Les marchands du désert : au cœur du souk aux dromadaires de Daraw
Par une matinée poussiéreuse dans le sud de l’Égypte, les cris rauques des dromadaires se mêlent aux voix graves des négociants. À Daraw, petit bourg de Haute-Égypte, un marché ancestral continue de battre au rythme lent et puissant des caravanes venues du désert.

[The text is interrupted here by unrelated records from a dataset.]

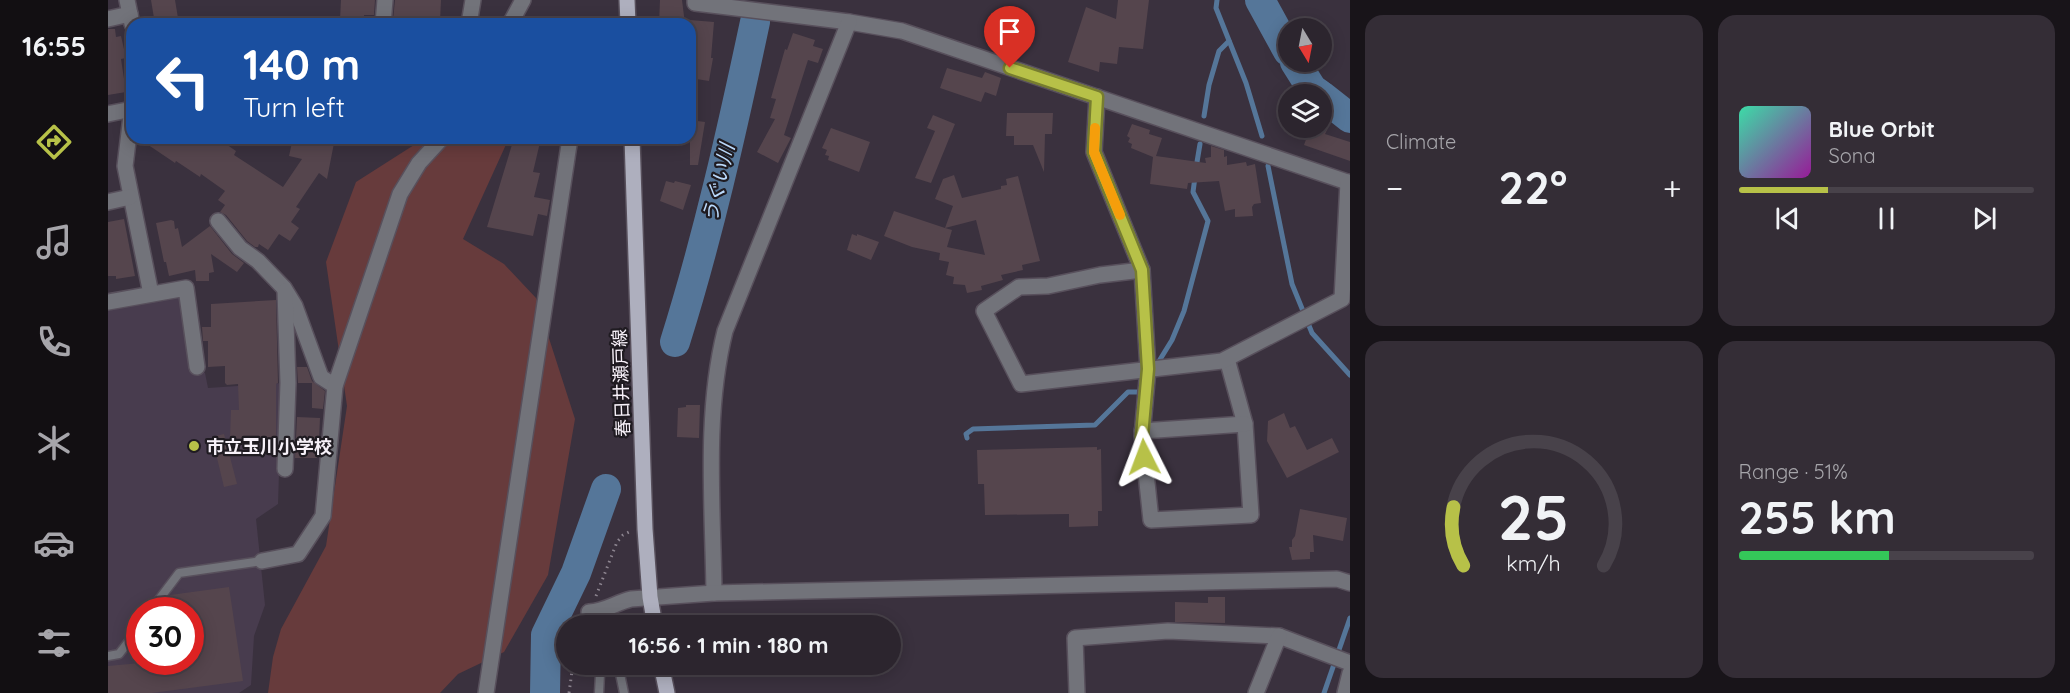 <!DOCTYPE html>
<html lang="en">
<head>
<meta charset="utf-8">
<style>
	:root { --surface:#2c252e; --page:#342d36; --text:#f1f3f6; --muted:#a6a5aa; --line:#48424a; --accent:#b7c148 }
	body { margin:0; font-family:Quicksand,"Noto Sans JP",sans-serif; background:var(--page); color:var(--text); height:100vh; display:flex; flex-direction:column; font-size:22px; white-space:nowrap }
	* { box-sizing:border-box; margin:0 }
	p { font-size:20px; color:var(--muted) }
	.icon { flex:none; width:33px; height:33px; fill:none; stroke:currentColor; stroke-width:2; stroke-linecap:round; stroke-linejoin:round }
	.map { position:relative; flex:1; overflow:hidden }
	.side { display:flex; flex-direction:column; gap:15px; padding:15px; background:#181419; width:720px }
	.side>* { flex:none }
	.banner { position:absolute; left:18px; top:18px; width:570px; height:126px; border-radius:18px; box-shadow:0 3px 15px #0003,0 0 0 2px var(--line); background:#1a4fa0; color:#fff; overflow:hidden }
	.needle { width:39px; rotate:170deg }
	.tools { position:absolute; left:1170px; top:18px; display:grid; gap:12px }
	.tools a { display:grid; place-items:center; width:54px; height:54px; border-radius:50%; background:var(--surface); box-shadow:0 3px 15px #0003,0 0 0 2px var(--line); font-size:30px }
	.speed { position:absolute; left:18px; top:597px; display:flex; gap:12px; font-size:30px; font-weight:700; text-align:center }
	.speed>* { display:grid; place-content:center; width:78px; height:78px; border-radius:50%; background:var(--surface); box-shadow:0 3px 15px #0003,0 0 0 2px var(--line); line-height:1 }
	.speed .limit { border:9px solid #d22; background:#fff; color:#111 }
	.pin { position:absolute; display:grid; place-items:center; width:51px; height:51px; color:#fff; margin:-62px -26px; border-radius:50% 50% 50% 0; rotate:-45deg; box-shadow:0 0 6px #0007 }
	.pin .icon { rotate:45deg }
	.me { position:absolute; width:66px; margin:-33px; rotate:357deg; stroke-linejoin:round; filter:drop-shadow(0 0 4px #0008) }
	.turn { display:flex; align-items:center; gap:21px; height:126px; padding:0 18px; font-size:27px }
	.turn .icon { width:78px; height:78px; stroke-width:2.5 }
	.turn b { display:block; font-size:42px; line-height:51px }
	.big { font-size:45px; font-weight:700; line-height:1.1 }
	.side .tile { flex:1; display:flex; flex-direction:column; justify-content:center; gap:9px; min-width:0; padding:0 21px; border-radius:18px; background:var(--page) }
	.side .dial { align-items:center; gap:0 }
	.dial svg { height:156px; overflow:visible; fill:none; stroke:var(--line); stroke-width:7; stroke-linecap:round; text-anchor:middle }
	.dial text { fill:var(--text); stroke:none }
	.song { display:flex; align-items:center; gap:18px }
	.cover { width:72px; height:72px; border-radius:9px; background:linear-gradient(135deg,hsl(160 70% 55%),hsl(300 70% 35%)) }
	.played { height:6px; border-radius:3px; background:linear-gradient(90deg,var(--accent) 30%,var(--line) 30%) }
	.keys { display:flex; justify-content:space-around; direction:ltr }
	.heat { display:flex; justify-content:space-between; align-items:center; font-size:33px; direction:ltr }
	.charge { height:9px; border-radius:4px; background:linear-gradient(90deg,#34c759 51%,var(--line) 0) }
	.side .tiles { flex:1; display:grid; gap:15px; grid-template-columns:repeat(2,1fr) }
	.trip { position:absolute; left:448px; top:615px; width:345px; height:60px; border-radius:30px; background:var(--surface); box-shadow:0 3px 15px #0003,0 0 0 2px var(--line); font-weight:700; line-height:60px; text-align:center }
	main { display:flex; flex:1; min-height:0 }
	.tab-bar { display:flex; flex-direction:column; width:108px; justify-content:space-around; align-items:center; background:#120f12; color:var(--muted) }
	.tab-bar .icon { width:42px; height:42px }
	.tab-bar .active { color:var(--accent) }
	.tab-bar b { font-size:27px; color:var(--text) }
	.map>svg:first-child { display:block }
	.built { fill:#483c4e; fill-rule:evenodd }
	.green { fill:#673b3c }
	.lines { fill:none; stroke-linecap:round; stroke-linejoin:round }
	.stream { stroke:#557699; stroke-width:5 }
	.river { stroke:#557699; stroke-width:30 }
	.building { fill:#55454d; fill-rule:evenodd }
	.service-casing { stroke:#58505c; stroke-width:11 }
	.minor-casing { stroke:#58505c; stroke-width:18 }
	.tertiary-casing { stroke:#58505c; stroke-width:18 }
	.primary-casing { stroke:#58505c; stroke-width:18 }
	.path { stroke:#8d8590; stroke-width:3; stroke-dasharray:1.5 4.5; stroke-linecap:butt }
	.service { stroke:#72737a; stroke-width:8 }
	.minor { stroke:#72737a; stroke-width:15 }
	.tertiary { stroke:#72737a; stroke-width:15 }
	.primary { stroke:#aeafbe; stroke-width:15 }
	.route-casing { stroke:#777d2f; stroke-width:15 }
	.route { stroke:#b7c148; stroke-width:10 }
	.slow { stroke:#f59e0b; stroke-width:10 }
	.poi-dot { fill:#b7c148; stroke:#1f1b21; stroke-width:2 }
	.labels { text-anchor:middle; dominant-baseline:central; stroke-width:4.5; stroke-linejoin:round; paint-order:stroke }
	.street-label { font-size:18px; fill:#f7f1f9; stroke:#1f1b21 }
	.poi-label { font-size:18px; font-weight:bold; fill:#f7f1f9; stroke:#1f1b21; text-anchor:start }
	.water-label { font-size:20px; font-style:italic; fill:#bbdafc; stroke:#1f1b21 }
</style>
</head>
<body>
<main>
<nav class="tab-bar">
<b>16:55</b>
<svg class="icon active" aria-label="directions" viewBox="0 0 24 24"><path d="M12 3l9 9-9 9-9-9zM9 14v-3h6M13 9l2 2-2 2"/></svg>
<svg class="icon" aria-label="music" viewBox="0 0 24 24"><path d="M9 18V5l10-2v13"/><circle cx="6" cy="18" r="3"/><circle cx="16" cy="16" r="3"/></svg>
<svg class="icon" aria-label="phone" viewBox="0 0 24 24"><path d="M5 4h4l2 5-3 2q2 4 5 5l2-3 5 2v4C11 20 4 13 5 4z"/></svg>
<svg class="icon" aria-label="climate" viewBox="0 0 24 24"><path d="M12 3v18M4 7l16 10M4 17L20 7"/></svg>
<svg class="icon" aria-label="car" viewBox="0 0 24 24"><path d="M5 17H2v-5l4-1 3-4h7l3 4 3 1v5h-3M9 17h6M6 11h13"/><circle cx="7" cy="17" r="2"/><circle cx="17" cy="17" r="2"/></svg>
<svg class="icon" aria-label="filters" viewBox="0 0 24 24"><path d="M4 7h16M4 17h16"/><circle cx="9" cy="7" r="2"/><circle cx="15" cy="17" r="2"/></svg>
</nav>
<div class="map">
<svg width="1242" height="693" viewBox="0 0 1242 693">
	<rect width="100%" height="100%" fill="#3a313e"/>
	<path class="built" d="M76,296l6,72 15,5 3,15 74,-5 -4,121 -22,15 9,86 -11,31 -3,49 -12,8h-131v-385zM32,610h50v52h-50z"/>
	<polygon class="green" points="317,138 401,138 355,239 396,264 428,298 467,419 440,575 396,652 350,674 332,693 160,693 165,657 173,629 218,546 239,406 218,262 248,182"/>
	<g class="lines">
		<g class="stream">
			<polyline points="1109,0 1108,8 1138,83 1154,136"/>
			<polyline points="1096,116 1101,85 1111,51 1121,41"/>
			<polyline points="1160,166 1184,284 1204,333 1242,375"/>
			<polyline points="1088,168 1092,144"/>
			<polyline points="1048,366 1064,340 1076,311 1100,221 1085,192 1087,177"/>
			<polyline points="859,438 858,434 865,429 987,425 1020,392 1032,392 1034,390"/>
			<polyline points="1216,693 1242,618"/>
		</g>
		<g class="river">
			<polyline points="1152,0 1180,51"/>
			<polyline points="1187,62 1204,89 1211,94"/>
			<polyline points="1214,96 1242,118"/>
			<path d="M567,342c33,-105 57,-212 80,-320"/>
			<polyline points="437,693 438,635 468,573 498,489"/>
		</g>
	</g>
	<g class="building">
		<polygon points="43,0 67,0 71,24 47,24"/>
		<polygon points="233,0 267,0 266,15 256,15 256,18 250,17 250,20 232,20"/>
		<polygon points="287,0 333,0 332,22 285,20"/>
		<polygon points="552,0 574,0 577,24 551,24"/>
		<polygon points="1010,0 1041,0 1035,49 1011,47 1009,64 992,62 991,72 960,62 978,7 1008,19"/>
		<polygon points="582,20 606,22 603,58 605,58 601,81 582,78"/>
		<polygon points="0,29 7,29 8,37 13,36 18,58 13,59 18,92 0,95"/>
		<polygon points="685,33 707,40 705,46 715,49 710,63 700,60 676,135 683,138 670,163 649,152 667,119 662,118 668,99 663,98 677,49 679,50"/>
		<polygon points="839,68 874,78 877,72 893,78 888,96 877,92 873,102 832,88"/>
		<polygon points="899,113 945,113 944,134 937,134 936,172 925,145 906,145 906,136 898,136"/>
		<polygon points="825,115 847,124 823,183 807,178 827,131 819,128"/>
		<polygon points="582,120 597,122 590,165 582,165"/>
		<polygon points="1024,124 1042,130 1041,134 1054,138 1048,156 1098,163 1097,158 1103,157 1103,146 1116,150 1116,157 1119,156 1119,165 1138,162 1139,166 1147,164 1153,203 1146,204 1144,207 1145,216 1127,217 1127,209 1117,211 1111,181 1080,183 1079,189 1042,184 1045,157 1023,148 1024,144 1020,142 1022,138 1019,136"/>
		<polygon points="723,128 762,142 751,172 720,160 721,156 717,155 719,150 714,148"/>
		<polygon points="1202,128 1220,128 1217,134 1242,142 1242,161 1196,145"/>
		<polygon points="30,138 109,138 128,151 126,155 175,187 194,159 181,156 185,138 227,138 219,179 211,173 188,207 192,209 183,222 191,228 182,241 171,234 160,250 151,244 150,247 147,247 139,241 118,215 112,212 117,205 110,200 117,191 93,174 92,177 68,161 67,163"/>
		<polygon points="406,138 433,138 425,172 432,173 426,197 442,200 439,216 430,214 425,236 379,227"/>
		<path d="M846,175l8,23 39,-9v-3l6,-1 -1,-6 12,-3 22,85 -18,4 1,5 -22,5 2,5 -22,6 1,4 -15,3 -2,-8 -12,-1 1,-7 -8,-2 3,-13 -10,-2 1,-7 -28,-6 -28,-11 10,-25 51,17 8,-22 -18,-7 8,-20zM868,220l9,35 -38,-8 5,-17 -7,-2z"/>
		<polygon points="558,181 566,183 567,181 583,185 575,210 552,201"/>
		<polygon points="16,219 27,276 8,279 8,276 0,276 0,222"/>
		<polygon points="63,220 66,221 67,229 70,228 74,247 102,226 124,254 136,263 129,272 103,254 106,272 101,273 101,281 88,281 87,270 61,276 58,262 56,262 48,223"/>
		<polygon points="744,234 749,236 749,234 771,242 763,260 739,250"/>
		<polygon points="168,300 170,383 168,384 168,438 122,439 123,410 131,410 130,384 119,385 117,383 117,366 100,367 100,341 95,341 94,327 103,327 103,304"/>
		<polygon points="189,367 199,367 204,381 217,391 215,409 204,408 204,383 190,383"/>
		<polygon points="578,405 592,405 591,438 569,437 570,408 578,407"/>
		<polygon points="1176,413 1182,428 1187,426 1199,450 1224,438 1231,452 1179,478 1159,441 1160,421"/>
		<polygon points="189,417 212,418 211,440 208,439 209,458 187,458"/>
		<polygon points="116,434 129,484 116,487 104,437"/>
		<polygon points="989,447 989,450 993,449 994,511 990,511 990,526 961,527 961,514 877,515 876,484 870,484 869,450"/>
		<polygon points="1192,509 1239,518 1235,541 1205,535 1206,552 1202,552 1202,559 1184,560 1181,547 1184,547 1184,540 1187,536"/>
		<polygon points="121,587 135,681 44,693 0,693 0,666 43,662 45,675 72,671 70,662 82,662 82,610 63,610 63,608 61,608 59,599 62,595"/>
		<polygon points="1100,597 1117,597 1117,623 1067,622 1067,602 1100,603"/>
	</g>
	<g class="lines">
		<g class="service-casing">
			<g id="service">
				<polyline points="43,610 71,573 154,561"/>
				<polyline points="499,610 502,626"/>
				<polyline points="0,656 11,654 32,627"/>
				<polyline points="510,664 516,693"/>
				<polyline points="491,693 492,674 496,664"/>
			</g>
		</g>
		<g class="minor-casing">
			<g id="minor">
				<polyline points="19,0 24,24"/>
				<polyline points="587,0 587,3 741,22 794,31 1242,183"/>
				<polyline points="0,19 22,14"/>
				<polyline points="275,24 277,0"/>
				<polyline points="361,24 365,0"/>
				<polyline points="402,24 415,0"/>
				<polyline points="989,97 986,152 1034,270 1040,369 1034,436 1043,520 1143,515 1137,424 1119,359"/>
				<polyline points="24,108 17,166 43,294"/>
				<polyline points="0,114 24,109"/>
				<polyline points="0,202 22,197"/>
				<polyline points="110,221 132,248 150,261 176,288 187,306 213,377 227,386"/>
				<polyline points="1034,270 992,275 940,286 911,287 876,311 913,384 1114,361 1234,299 1240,182"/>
				<polyline points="177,291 180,383 177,469"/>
				<polyline points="0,302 78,288 89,367"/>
				<polyline points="1034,431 1137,424"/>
				<polyline points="154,561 190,554 215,516 227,386 292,194 311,163 334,138"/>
				<path d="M606,593c-1,-85 -10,-178 11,-262l124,-309"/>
				<path d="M481,612c17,-1 26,-9 42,-13l83,-6 623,-14 13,4"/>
				<polyline points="969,693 967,638 1060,631 1171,636 1242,663"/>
				<polyline points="1148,693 1171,636"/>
				<polyline points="1237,693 1242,673"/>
			</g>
		</g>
		<g class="tertiary-casing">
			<polyline id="tertiary" points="378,693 462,138"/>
		</g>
		<g class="primary-casing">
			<g id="primary">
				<polyline points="519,0 520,24"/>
				<polyline points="524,138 537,529 542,597 547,626"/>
				<polyline points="553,664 559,693"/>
			</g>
		</g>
		<g class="path">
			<polyline points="488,596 509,542 515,535 521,532"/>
			<polyline points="461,693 465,664"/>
		</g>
		<use href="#service" class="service"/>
		<use href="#minor" class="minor"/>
		<use href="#tertiary" class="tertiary"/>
		<use href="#primary" class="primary"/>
	</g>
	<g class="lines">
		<g class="route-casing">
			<polyline id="route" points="902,68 989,97 986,152 1034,270 1040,369 1034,436 1036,457"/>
		</g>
		<use href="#route" class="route"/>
		<polyline class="slow" points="987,128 986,152 1012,215"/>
	</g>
	<circle class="poi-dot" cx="86" cy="446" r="6"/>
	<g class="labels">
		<g class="street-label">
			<text transform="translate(513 383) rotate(-92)">春日井瀬戸線</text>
		</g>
		<g class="poi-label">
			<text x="98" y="446">市立玉川小学校</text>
		</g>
		<g class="water-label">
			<text transform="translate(610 183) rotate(-77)">うぐい川</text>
		</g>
	</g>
</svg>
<div class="tools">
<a><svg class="needle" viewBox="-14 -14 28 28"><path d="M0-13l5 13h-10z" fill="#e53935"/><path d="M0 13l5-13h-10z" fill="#a6a5aa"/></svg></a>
<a><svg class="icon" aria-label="layers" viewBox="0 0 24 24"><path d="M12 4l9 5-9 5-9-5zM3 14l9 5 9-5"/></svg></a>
</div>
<div class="speed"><div class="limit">30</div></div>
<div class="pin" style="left:902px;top:68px;background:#d93025"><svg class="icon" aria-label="arrive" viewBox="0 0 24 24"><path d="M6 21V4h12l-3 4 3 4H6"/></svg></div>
<svg class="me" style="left:1036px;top:457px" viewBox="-20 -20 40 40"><path d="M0-17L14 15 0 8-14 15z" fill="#b7c148" stroke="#fff" stroke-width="4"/></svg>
<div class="trip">16:56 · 1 min · 180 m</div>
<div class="banner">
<div class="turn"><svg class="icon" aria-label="left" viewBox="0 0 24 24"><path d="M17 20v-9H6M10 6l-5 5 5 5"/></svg><div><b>140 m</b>Turn left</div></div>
</div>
</div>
<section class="side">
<div class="tiles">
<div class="tile"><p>Climate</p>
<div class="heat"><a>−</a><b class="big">22°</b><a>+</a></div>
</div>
<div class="tile">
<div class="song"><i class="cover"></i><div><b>Blue Orbit</b><p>Sona</p></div></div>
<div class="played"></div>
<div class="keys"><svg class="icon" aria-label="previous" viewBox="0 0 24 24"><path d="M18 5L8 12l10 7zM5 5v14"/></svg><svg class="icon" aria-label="pause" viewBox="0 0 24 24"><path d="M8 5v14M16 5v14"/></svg><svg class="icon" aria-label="next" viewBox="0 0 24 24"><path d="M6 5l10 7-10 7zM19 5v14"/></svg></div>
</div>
<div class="tile dial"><svg viewBox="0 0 100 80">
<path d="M14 69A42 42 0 1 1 86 69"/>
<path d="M14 69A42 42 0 0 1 9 39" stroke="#b7c148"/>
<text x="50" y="56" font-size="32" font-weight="700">25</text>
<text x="50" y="72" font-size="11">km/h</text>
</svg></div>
<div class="tile"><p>Range · 51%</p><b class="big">255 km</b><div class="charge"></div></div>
</div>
</section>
</main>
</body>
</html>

Un héritage vivant entre Nil et désert
Depuis plus de deux siècles, le souk de Daraw est un carrefour emblématique du commerce de dromadaires entre l’Égypte et le Soudan. Situé à trente cinq kilomètres d’Assouan, ce marché hebdomadaire accueille marchands, éleveurs, paysans et acheteurs venus de toute la Haute-Égypte.
« Ce marché existe depuis plus de deux cents ans. Il est connu dans toute la République d’Égypte. »
— Hajj Salah El-Omda, marchand de Daraw

Darb el-Arba'in : la route mythique des caravanes
Longtemps avant les camions et les routes goudronnées, les dromadaires marchaient. Pendant quarante jours, ils traversaient le désert entre le Darfour (au Soudan) et la Haute-Égypte en suivant une piste ancestrale connue sous le nom de Darb el-Arba'in littéralement, « la route des quarante jours ».
Cette route caravanière reliait les oasis du désert occidental égyptien (comme Kharga ou Dakhla) aux grandes villes du Nil, transportant dromadaires, encens, ivoire, peaux et épices. Véritable artère commerciale dès l’Antiquité, elle est restée active jusqu’au XXe siècle.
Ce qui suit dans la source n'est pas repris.